> **WHAT TO DO**
Transcribe only part of the material below: the lines from the one containing "ctx.font = font" through the one containing "M0,190L31,192L40,184L77,186L110,172L129,180L216,147", inclusive, exactly as written.

[[ INFORMATION SHOWN open ]]

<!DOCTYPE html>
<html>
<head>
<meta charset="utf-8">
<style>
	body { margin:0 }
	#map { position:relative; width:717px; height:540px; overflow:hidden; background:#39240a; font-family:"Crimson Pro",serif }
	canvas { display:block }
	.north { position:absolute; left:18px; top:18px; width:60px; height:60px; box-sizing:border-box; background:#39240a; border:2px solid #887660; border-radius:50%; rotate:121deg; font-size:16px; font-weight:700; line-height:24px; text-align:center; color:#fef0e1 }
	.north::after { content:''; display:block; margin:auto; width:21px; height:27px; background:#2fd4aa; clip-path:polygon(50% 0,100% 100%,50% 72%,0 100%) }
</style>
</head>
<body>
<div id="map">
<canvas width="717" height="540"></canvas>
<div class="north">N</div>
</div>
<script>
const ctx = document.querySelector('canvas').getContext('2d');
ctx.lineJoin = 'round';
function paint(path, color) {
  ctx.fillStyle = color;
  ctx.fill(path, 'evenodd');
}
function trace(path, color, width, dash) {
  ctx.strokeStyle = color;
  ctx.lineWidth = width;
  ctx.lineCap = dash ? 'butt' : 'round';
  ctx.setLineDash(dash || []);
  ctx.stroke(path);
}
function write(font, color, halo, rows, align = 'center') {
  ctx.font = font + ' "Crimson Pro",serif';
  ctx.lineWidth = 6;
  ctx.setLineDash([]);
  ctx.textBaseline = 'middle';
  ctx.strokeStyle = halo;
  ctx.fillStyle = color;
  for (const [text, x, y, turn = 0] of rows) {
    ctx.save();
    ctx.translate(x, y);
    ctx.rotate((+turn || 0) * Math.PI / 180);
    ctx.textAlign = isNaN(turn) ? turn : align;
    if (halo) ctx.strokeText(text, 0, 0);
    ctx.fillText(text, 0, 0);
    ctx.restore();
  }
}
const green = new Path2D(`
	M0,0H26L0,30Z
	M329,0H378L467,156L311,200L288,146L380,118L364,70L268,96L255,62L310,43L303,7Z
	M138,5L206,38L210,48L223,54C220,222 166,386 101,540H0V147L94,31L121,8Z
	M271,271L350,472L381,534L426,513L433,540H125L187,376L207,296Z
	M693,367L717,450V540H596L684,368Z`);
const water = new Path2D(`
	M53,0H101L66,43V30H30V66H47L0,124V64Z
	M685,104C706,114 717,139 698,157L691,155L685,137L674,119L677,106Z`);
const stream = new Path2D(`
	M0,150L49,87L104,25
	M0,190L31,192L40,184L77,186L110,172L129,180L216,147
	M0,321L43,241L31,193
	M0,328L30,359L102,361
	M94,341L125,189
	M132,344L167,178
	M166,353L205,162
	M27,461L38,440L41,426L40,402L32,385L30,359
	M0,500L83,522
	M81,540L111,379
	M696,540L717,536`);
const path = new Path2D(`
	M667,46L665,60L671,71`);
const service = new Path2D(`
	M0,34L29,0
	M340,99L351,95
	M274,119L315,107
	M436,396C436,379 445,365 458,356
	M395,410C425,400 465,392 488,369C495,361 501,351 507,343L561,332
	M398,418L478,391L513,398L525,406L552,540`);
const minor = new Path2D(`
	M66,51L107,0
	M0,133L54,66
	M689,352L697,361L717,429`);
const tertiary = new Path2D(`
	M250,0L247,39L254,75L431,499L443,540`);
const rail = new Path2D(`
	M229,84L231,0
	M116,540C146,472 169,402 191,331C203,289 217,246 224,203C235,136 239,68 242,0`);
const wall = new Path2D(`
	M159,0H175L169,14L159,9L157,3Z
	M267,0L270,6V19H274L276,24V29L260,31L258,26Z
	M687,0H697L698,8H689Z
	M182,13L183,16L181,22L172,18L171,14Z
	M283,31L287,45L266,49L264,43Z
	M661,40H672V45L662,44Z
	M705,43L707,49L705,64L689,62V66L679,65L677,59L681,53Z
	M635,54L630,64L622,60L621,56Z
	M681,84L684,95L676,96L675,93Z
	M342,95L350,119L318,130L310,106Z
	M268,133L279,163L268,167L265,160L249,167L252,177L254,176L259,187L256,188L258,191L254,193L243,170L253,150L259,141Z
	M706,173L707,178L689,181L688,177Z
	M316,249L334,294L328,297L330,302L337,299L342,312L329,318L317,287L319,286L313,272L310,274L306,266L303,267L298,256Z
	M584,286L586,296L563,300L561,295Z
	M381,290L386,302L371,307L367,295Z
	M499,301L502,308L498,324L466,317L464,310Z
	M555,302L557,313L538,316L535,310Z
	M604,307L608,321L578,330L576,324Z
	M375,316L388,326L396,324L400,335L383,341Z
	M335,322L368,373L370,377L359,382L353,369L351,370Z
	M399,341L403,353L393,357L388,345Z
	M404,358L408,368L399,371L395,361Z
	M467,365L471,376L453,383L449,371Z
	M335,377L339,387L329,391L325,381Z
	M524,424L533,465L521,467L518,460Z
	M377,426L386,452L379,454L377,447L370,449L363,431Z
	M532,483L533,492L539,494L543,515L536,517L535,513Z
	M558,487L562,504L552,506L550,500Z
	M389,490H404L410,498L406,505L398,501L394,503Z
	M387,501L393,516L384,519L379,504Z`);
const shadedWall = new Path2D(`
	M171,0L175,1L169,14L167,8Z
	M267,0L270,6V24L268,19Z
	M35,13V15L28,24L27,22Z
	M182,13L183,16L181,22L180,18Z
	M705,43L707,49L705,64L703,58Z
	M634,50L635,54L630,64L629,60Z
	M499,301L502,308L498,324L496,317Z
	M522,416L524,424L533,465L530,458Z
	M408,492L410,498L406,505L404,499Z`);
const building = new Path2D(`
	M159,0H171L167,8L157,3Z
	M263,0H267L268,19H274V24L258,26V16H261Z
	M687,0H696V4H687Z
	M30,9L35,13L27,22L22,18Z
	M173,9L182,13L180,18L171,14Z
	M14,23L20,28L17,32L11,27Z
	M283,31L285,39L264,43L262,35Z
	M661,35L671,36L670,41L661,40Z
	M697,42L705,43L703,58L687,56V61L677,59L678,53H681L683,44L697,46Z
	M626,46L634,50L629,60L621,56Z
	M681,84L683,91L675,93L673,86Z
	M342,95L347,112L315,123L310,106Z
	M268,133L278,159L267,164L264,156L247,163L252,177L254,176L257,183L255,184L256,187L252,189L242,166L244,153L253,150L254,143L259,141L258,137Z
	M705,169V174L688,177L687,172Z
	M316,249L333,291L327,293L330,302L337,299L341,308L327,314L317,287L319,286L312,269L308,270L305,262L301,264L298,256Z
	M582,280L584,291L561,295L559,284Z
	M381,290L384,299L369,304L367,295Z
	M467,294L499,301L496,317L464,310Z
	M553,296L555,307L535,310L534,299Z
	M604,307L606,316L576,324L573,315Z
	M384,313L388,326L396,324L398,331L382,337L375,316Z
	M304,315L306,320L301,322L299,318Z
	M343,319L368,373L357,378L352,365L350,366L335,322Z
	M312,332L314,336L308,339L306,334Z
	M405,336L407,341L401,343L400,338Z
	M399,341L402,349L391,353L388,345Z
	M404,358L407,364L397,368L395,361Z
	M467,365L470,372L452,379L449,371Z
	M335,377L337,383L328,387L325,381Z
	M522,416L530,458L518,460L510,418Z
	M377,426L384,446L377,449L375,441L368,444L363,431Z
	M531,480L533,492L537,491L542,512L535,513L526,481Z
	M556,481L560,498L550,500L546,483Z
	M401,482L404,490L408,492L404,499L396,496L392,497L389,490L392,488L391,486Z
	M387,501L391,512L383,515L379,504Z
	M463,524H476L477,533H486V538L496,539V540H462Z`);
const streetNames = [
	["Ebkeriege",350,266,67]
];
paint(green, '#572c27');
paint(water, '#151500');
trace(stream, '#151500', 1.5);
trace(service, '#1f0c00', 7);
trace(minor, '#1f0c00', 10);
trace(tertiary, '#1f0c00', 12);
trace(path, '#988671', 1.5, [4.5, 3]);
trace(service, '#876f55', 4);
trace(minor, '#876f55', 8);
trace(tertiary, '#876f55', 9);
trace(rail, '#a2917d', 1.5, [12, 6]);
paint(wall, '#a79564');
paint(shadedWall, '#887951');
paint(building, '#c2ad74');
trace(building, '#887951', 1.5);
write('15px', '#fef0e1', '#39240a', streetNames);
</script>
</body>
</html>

[[ INFORMATION SHOWN closed ]]

> **THE ANSWER**
  ctx.font = font + ' "Crimson Pro",serif';
  ctx.lineWidth = 6;
  ctx.setLineDash([]);
  ctx.textBaseline = 'middle';
  ctx.strokeStyle = halo;
  ctx.fillStyle = color;
  for (const [text, x, y, turn = 0] of rows) {
    ctx.save();
    ctx.translate(x, y);
    ctx.rotate((+turn || 0) * Math.PI / 180);
    ctx.textAlign = isNaN(turn) ? turn : align;
    if (halo) ctx.strokeText(text, 0, 0);
    ctx.fillText(text, 0, 0);
    ctx.restore();
  }
}
const green = new Path2D(`
	M0,0H26L0,30Z
	M329,0H378L467,156L311,200L288,146L380,118L364,70L268,96L255,62L310,43L303,7Z
	M138,5L206,38L210,48L223,54C220,222 166,386 101,540H0V147L94,31L121,8Z
	M271,271L350,472L381,534L426,513L433,540H125L187,376L207,296Z
	M693,367L717,450V540H596L684,368Z`);
const water = new Path2D(`
	M53,0H101L66,43V30H30V66H47L0,124V64Z
	M685,104C706,114 717,139 698,157L691,155L685,137L674,119L677,106Z`);
const stream = new Path2D(`
	M0,150L49,87L104,25
	M0,190L31,192L40,184L77,186L110,172L129,180L216,147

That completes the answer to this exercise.